Thursday, May 13, 2010

Week 6: There Is No Need to Break a Glass Window with a Stone

Location: Ssese Islands, Kalangala District, Uganda

This whole trip thus far in Uganda has been very eye-opening for me. Not only did I get a chance to see the healthcare of a developing country in motion, but I think it has given me a chance to realize the specific goals I had in life. From our public health classes, and our trips to Masaka, Ssese Islands, Rakai, etc. we have learned about the structure and hierarchy of Uganda’s healthcare system and how referral systems operate.

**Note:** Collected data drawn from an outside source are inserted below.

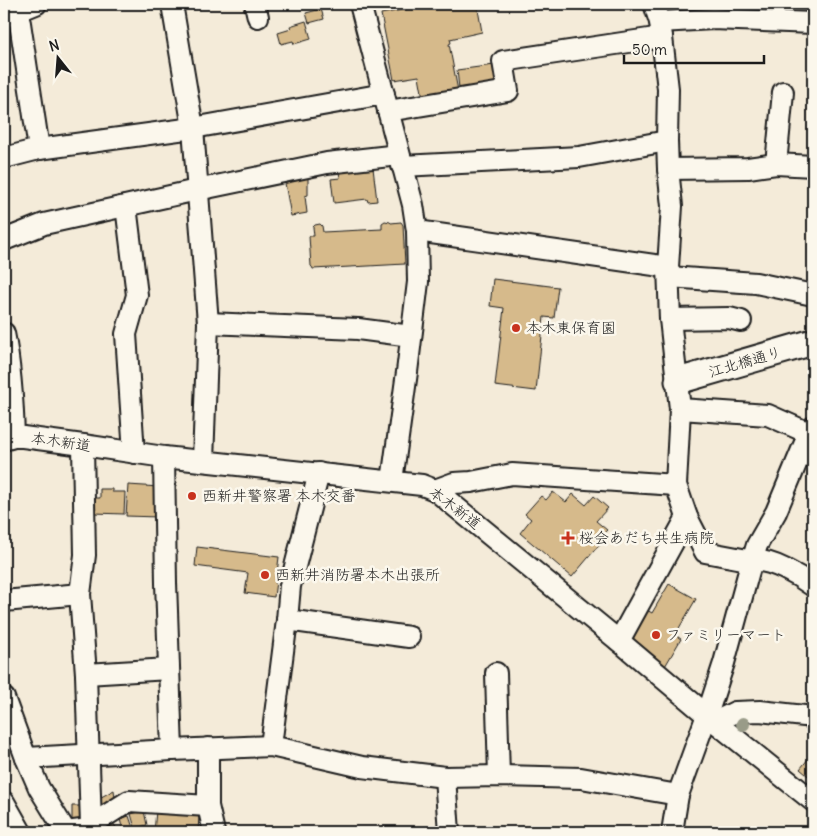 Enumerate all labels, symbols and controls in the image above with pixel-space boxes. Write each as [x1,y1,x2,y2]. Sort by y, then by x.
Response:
north arrow [32,32,82,82]
scale bar [624,32,764,64]
text: N [47,36,61,56]
text: 50 m [632,40,667,59]
place label: 本木東保育園 [526,318,616,337]
marker: 本木東保育園 [510,322,522,334]
street label: 江北橋通り [706,342,784,381]
street label: 本木新道 [30,428,92,455]
street label: 本木新道 [426,482,485,533]
place label: 西新井警察署 本木交番 [202,486,356,505]
marker: 西新井警察署 本木交番 [186,490,198,502]
place label: 桜会あだち共生病院 [579,528,714,547]
marker: 桜会あだち共生病院 [561,531,575,545]
place label: 西新井消防署本木出張所 [275,565,440,584]
marker: 西新井消防署本木出張所 [259,569,271,581]
place label: ファミリーマート [666,625,786,644]
marker: ファミリーマート [650,629,662,641] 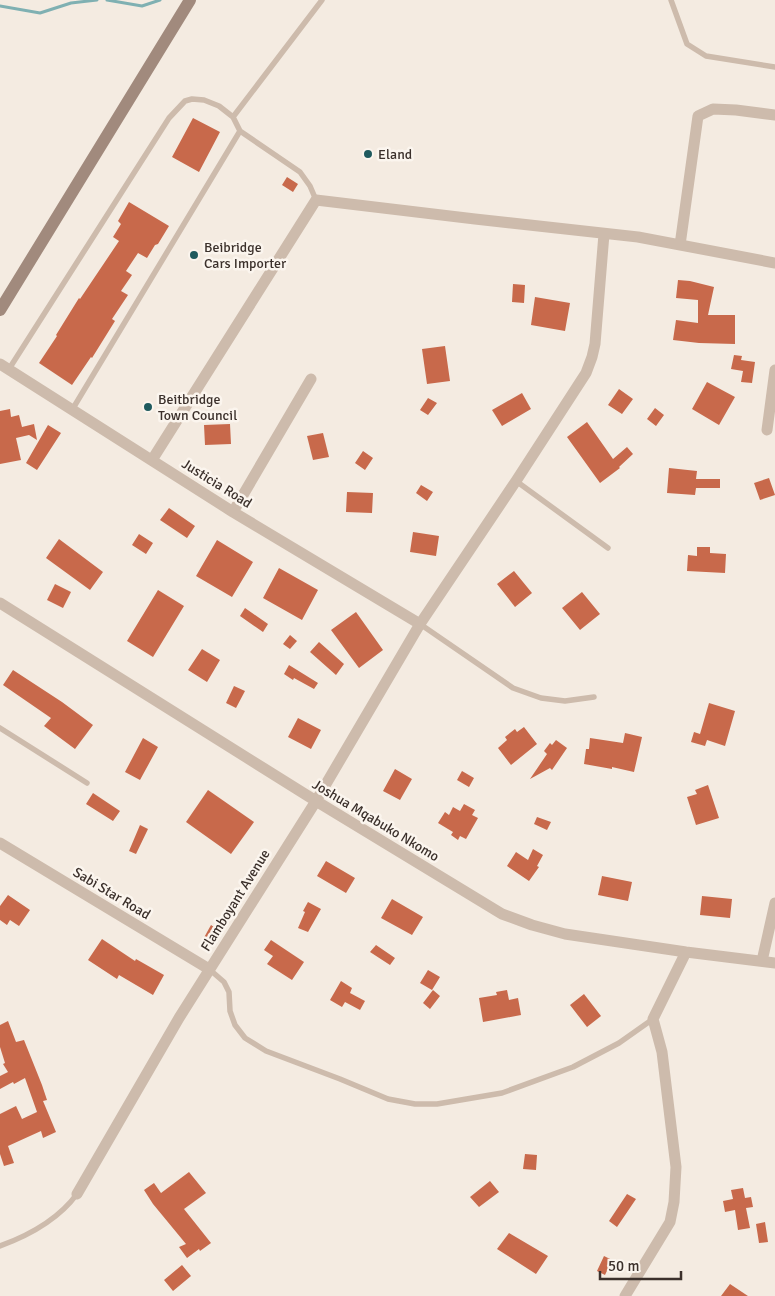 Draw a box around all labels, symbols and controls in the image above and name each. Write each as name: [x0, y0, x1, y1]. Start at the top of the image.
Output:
place label: Eland: [378, 146, 412, 163]
marker: Eland: [362, 148, 374, 160]
place label: Beibridge Cars Importer: [204, 239, 287, 272]
marker: Beibridge Cars Importer: [188, 249, 200, 261]
place label: Beitbridge Town Council: [158, 391, 237, 424]
marker: Beitbridge Town Council: [142, 401, 154, 413]
street label: Justicia Road: [179, 455, 255, 512]
street label: Joshua Mqabuko Nkomo: [309, 776, 442, 865]
street label: Flamboyant Avenue: [197, 846, 274, 954]
street label: Sabi Star Road: [70, 864, 153, 923]
scale bar: [600, 1248, 681, 1280]
text: 50 m: [608, 1257, 639, 1275] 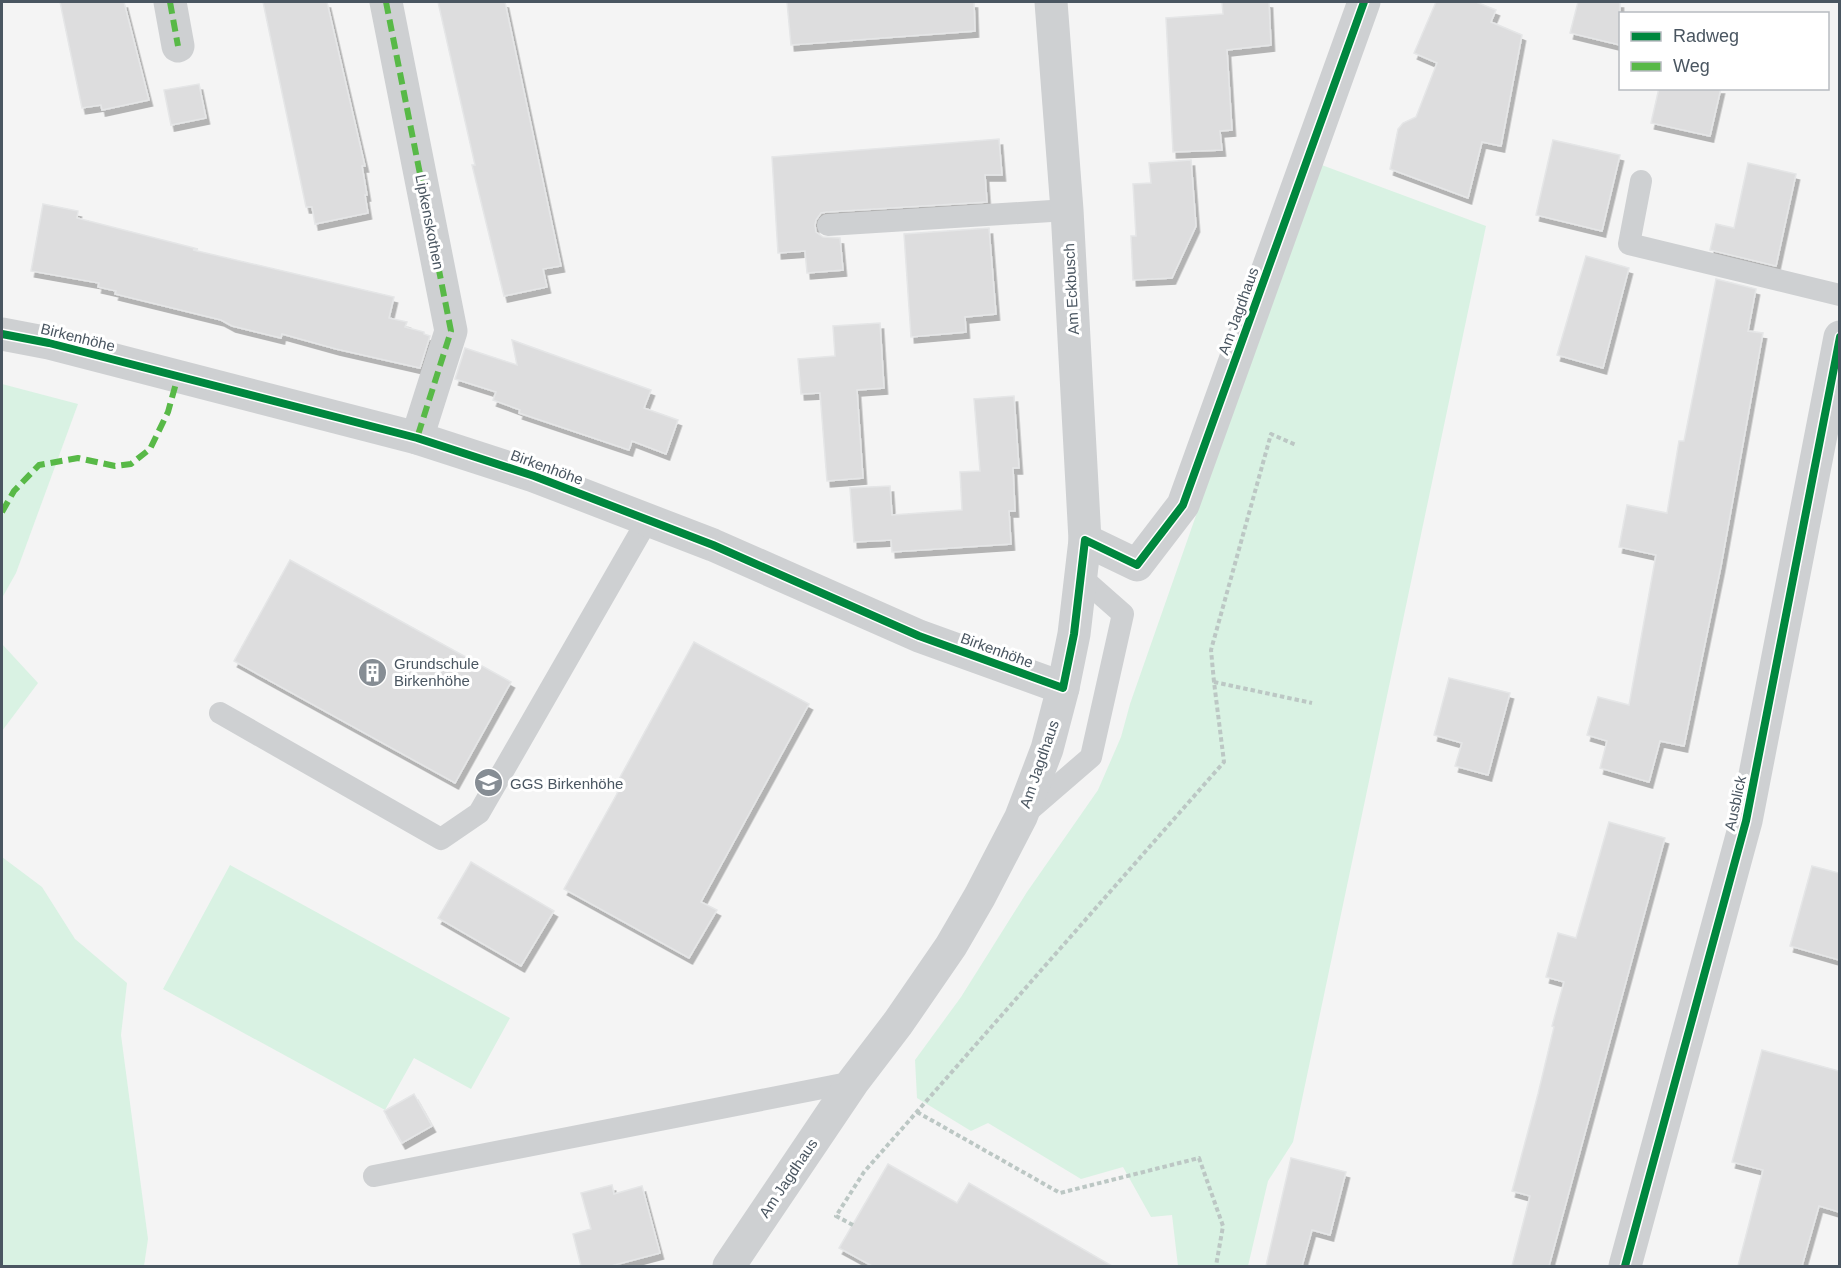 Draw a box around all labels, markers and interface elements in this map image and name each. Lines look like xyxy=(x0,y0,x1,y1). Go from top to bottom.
legend xyxy=(1619,12,1829,90)
text: Radweg xyxy=(1673,26,1739,46)
text: Weg xyxy=(1673,56,1710,76)
street label: Lipkenskothen xyxy=(412,173,448,271)
street label: Am Eckbusch xyxy=(1060,243,1082,335)
street label: Am Jagdhaus xyxy=(1214,265,1262,357)
street label: Birkenhöhe xyxy=(39,320,117,354)
street label: Birkenhöhe xyxy=(508,446,586,488)
street label: Birkenhöhe xyxy=(958,629,1036,671)
place label: Grundschule Birkenhöhe xyxy=(394,655,479,689)
building icon: Grundschule Birkenhöhe xyxy=(357,656,389,688)
street label: Am Jagdhaus xyxy=(1016,718,1062,810)
school or university icon: GGS Birkenhöhe xyxy=(473,767,505,799)
street label: Ausblick xyxy=(1721,773,1749,832)
place label: GGS Birkenhöhe xyxy=(510,775,623,792)
street label: Am Jagdhaus xyxy=(755,1135,821,1221) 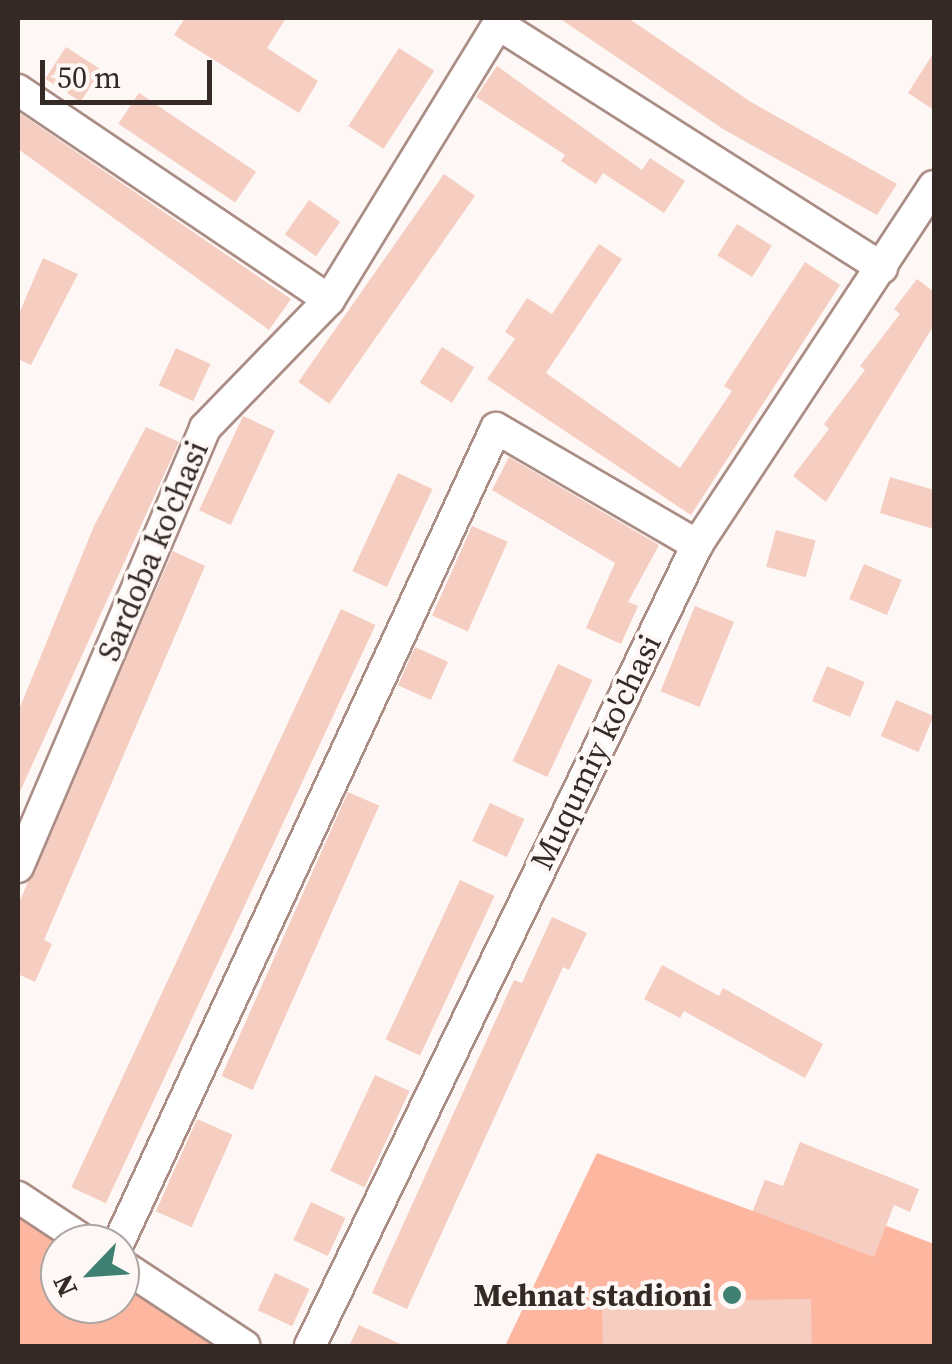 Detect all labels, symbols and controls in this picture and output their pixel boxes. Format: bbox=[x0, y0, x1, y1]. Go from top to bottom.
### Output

At the highest level, there are the national and referral hospitals. These are the biggest and most well-equipped hospitals in the country that takes referral patients and patients with more serious conditions. This is followed by the district hospitals, such as Mulago Hospital. The conditions of these hospitals may not be great, and they are severely understaffed per patient basis, but they do have the faculty and doctors who are knowledgeable and educated in practice. Following the hospitals are health centers IV, III, II, and I, respectively located in the county, sub-county, parish, and village. Health centers IV should have a presence of a doctor and an operational theater increasing equity and access especially for emergency obstretic care. According to law, there should be a HC IV in all divisions or counties. Further decentralization from HC III – I serve subcounties, parishes, and villages. These may not necessarily contain a doctor, but need to be staffed with well-trained enough to test for HIV/AIDS, provide counseling to patients that need it, and have the knowledge to deliver treatment for the characteristic diseases.

The structure of this health system is strong and foundational, providing decentralization of power and a higher integration of rural villages into the healthcare system. However, the problem is actually staffing and providing all these health care centers to the people. Ssese Islands is an archipelago of 84 islands, I think 72 of which are inhabited. The inhabited islands are separated into two districts and counties. You would think that with over 34 thousand inhabitants, they would have hospitals available to the people of the Kalangala district. Keeping the knowledge of the health delivery system in the back of your head, gather this: The whole district of Kalangala has one HC IV, six HC IIIs, four HC IIs, and no hospital. The HC IV (which should always be staffed with doctors and operational theaters), do have a maternity and general ward, but have no functional theatres at the HC IVs and most health centres do not have adequate space, equipment and staff for the effective delivery of health service. Five parishes don’t even have any form of health centers whatsoever. And finally, there is only ONE doctor in the whole Kalangala district, and he doesn’t even live there. He goes back to Kampala on weekends. The quality of healthcare is so low there is still no clear assessment as to how prevalent HIV/AIDS is in that region.

Needless to say, the healthcare system, though improving, is very far behind. Joel has showered us with those facts and has provided us with the capacity to realize how far behind the rural part of Kampala really is in terms of healthcare. Living in Kampala most of the time, we don’t really get a chance to see how the majority of Ugandans live. Activities such as these and our MDD performance in Busabi put everything in perspective, giving us a better understanding of the challenges a third world country faces. Now, I can only hope that we can make a difference.